- WORK REQUEST: Within the entries below, find every line that has the string "image", then copy it.

Stored data

========

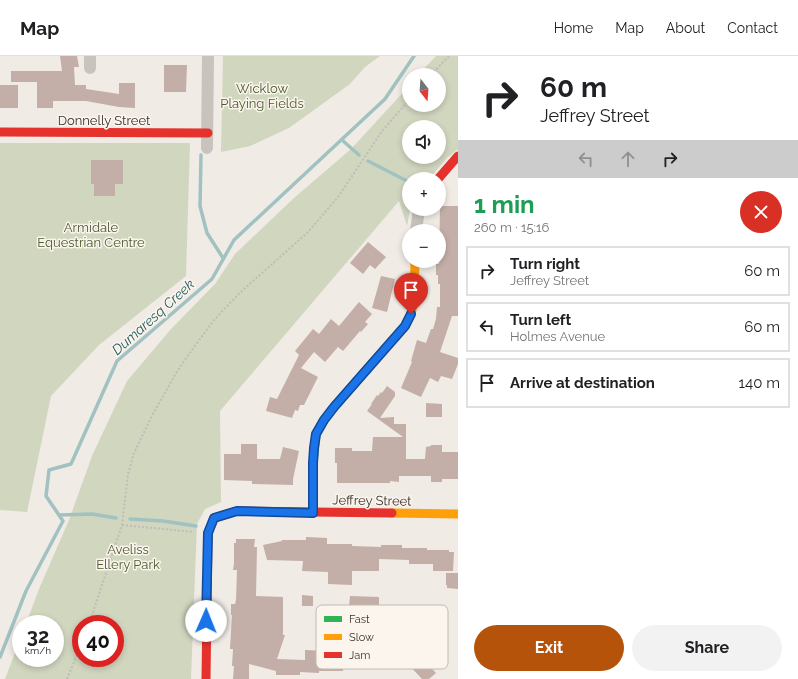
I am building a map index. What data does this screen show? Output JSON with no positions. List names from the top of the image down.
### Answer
{
  "streets": {
    "street": ["Donnelly Street", "Jeffrey Street"]
  },
  "water": ["Dumaresq Creek"],
  "parks": ["Wicklow Playing Fields", "Armidale Equestrian Centre", "Aveliss Ellery Park"],
  "legend": ["Fast", "Slow", "Jam"],
  "north": "bottom",
  "page": {
    "header": "Map",
    "nav": [
      "Home",
      "Map",
      "About",
      "Contact"
    ],
    "turn": ["60 m", "Jeffrey Street"],
    "map_buttons": ["+", "−"],
    "heading": ["1 min", "260 m · 15:16"],
    "list": [
      {
        "name": "Turn right",
        "note": "Jeffrey Street",
        "value": "60 m"
      },
      {
        "name": "Turn left",
        "note": "Holmes Avenue",
        "value": "60 m"
      },
      {
        "name": "Arrive at destination",
        "value": "140 m"
      }
    ],
    "speed": "32 km/h",
    "limit": "40",
    "buttons": ["Exit", "Share"]
  }
}
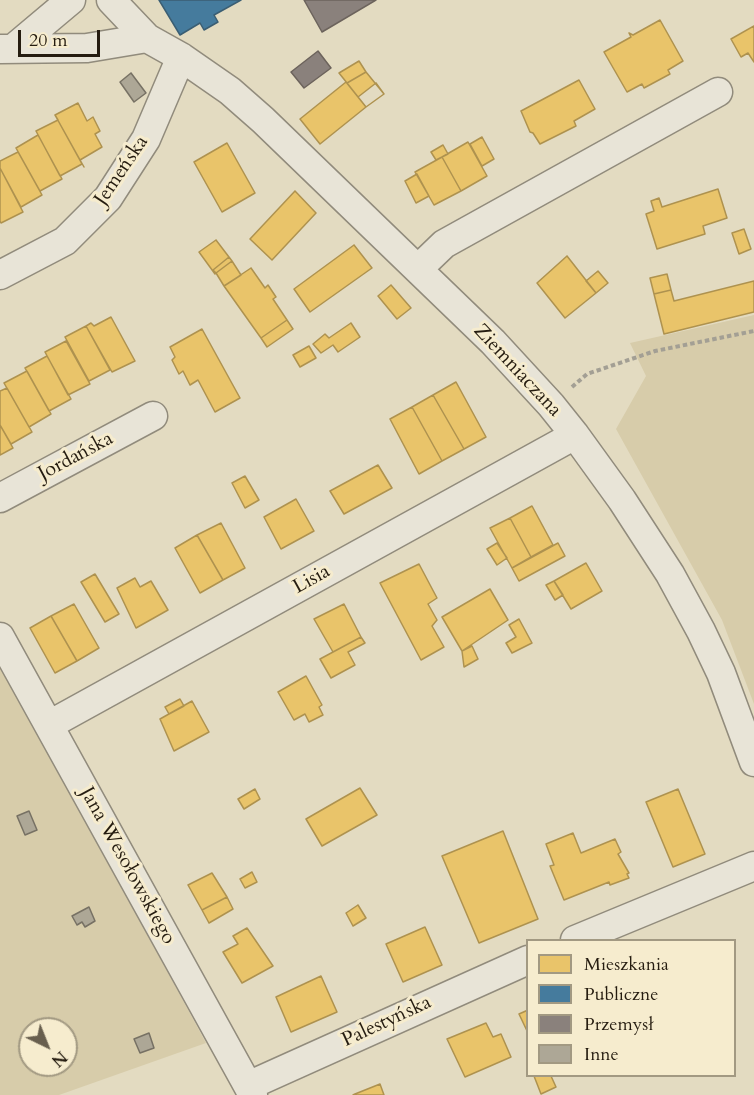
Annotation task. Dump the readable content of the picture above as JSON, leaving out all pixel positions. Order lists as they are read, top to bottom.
{
  "streets": {
    "street": [
      "Jemeńska",
      "Ziemniaczana",
      "Jordańska",
      "Lisia",
      "Jana Wesołowskiego",
      "Palestyńska"
    ]
  },
  "crossings": [
    ["Jemeńska", "Ziemniaczana"],
    ["Ziemniaczana", "Lisia"],
    ["Lisia", "Jana Wesołowskiego"],
    ["Jana Wesołowskiego", "Palestyńska"]
  ],
  "legend": [
    "Mieszkania",
    "Publiczne",
    "Przemysł",
    "Inne"
  ],
  "scale_bar": "20 m",
  "north": "bottom right"
}
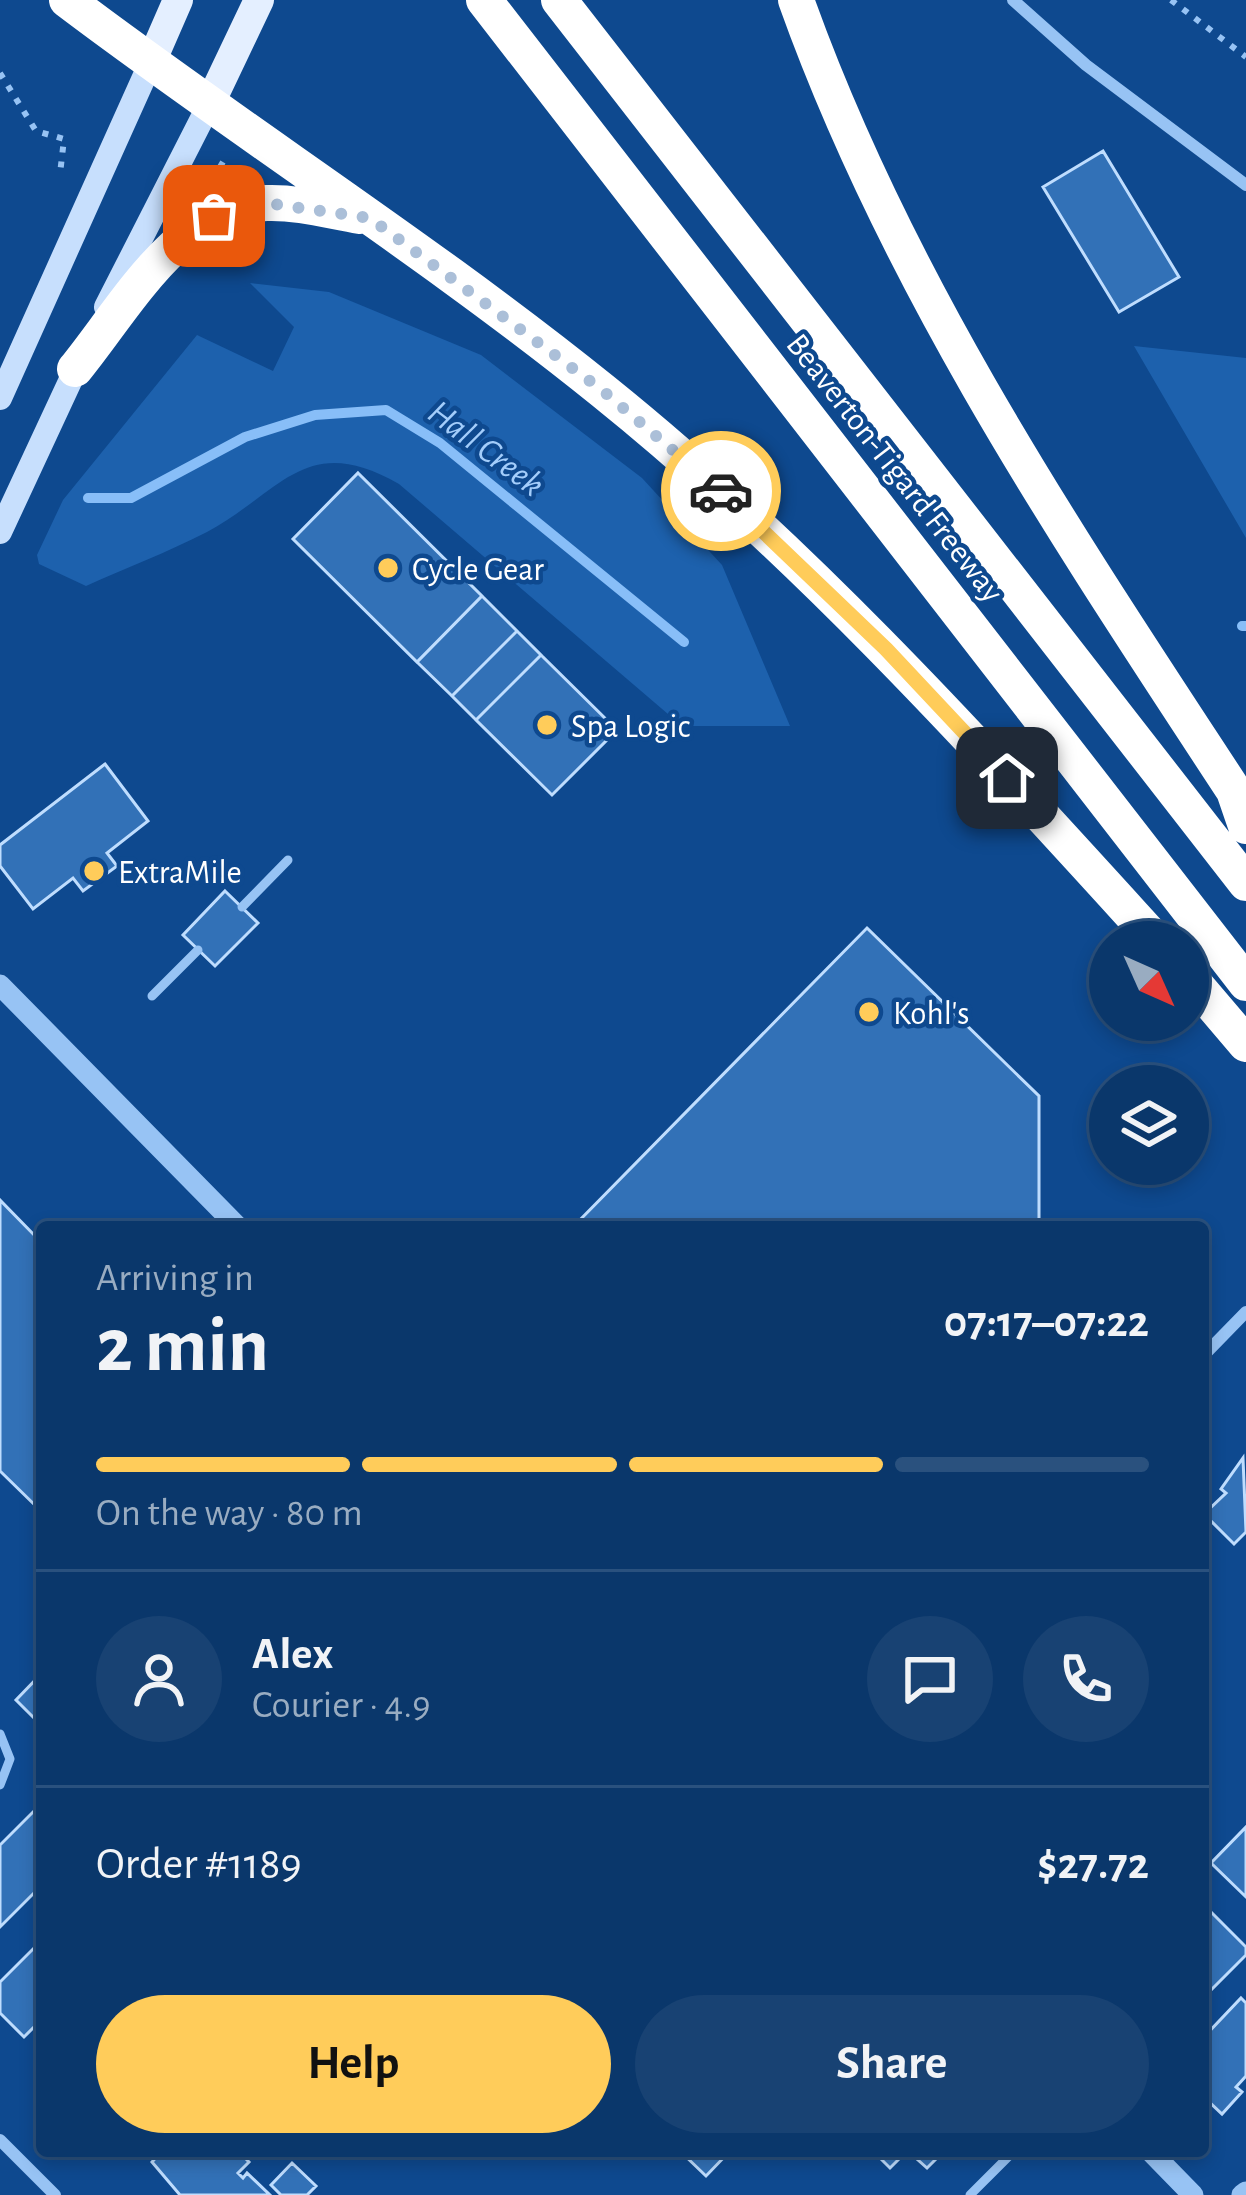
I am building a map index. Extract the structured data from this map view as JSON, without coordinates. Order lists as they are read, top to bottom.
{
  "streets": {
    "highway": ["Beaverton-Tigard Freeway"]
  },
  "water": ["Hall Creek"],
  "places": [
    "Cycle Gear",
    "Spa Logic",
    "ExtraMile",
    "Kohl's"
  ],
  "north": "bottom right",
  "page": {
    "heading": ["2 min", "Arriving in", "07:17–07:22"],
    "panel": [
      "Alex",
      "Courier · 4.9",
      "Order #1189",
      "$27.72"
    ],
    "bar": "On the way · 80 m",
    "buttons": ["Help", "Share"]
  }
}
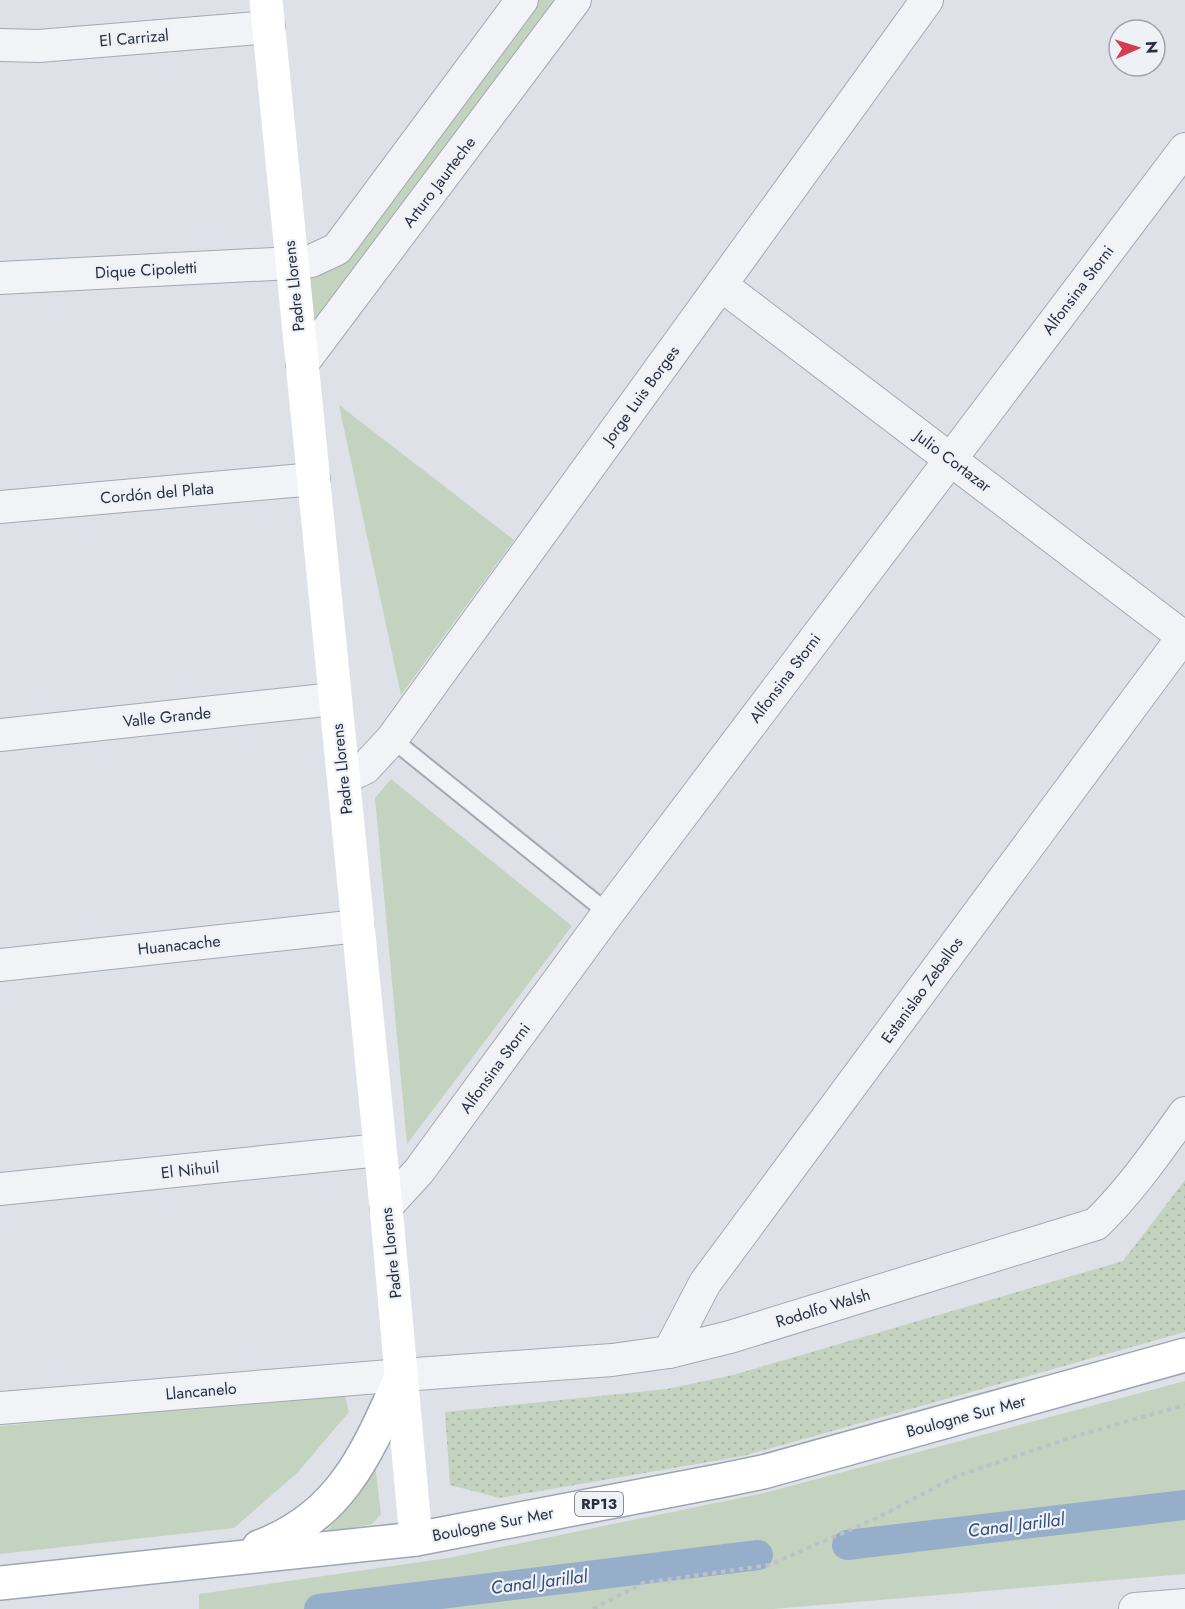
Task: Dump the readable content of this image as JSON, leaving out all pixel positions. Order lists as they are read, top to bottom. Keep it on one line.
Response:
{"streets":{"street":["El Carrizal","Arturo Jaurteche","Dique Cipoletti","Padre Llorens","Alfonsina Storni","Jorge Luis Borges","Julio Cortazar","Cordón del Plata","Valle Grande","Huanacache","Estanislao Zeballos","El Nihuil","Rodolfo Walsh","Llancanelo","Boulogne Sur Mer","RP13"]},"crossings":[["El Carrizal","Padre Llorens"],["Arturo Jaurteche","Padre Llorens"],["Dique Cipoletti","Padre Llorens"],["Padre Llorens","Alfonsina Storni"],["Padre Llorens","Jorge Luis Borges"],["Padre Llorens","Cordón del Plata"],["Padre Llorens","Valle Grande"],["Padre Llorens","Huanacache"],["Padre Llorens","El Nihuil"],["Padre Llorens","Rodolfo Walsh"],["Padre Llorens","Llancanelo"],["Padre Llorens","Boulogne Sur Mer"],["Alfonsina Storni","Julio Cortazar"],["Jorge Luis Borges","Julio Cortazar"],["Julio Cortazar","Estanislao Zeballos"],["Estanislao Zeballos","Rodolfo Walsh"],["Rodolfo Walsh","Llancanelo"]],"water":["Canal Jarillal"],"north":"right"}
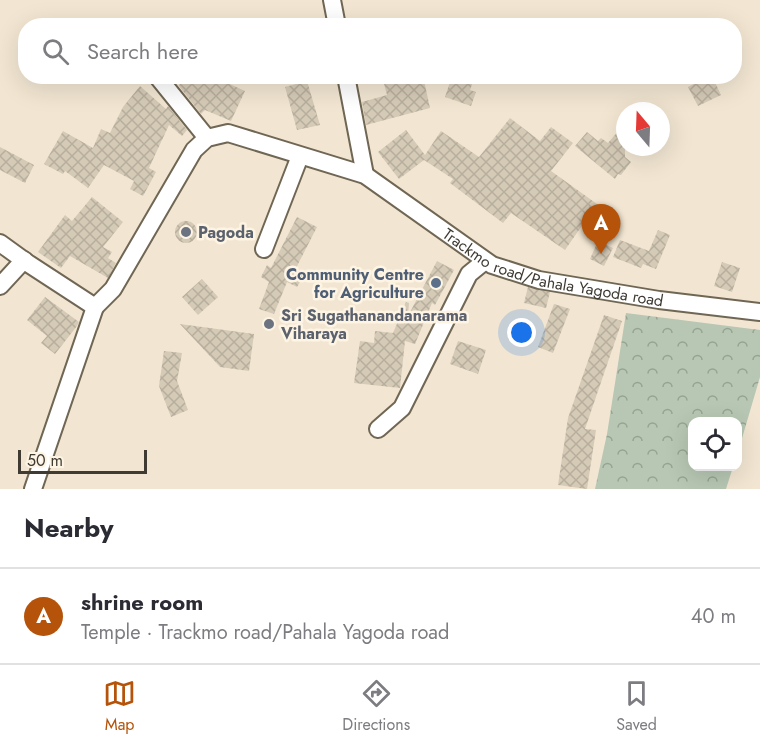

========

- RESPONSE:
I am building a map index. What data does this screen show? Output JSON with no positions. List names from the top of the image down.
Task: Dump the readable content of this image as JSON, leaving out all pixel positions. Order lists as they are read, top to bottom. Keep it on one line.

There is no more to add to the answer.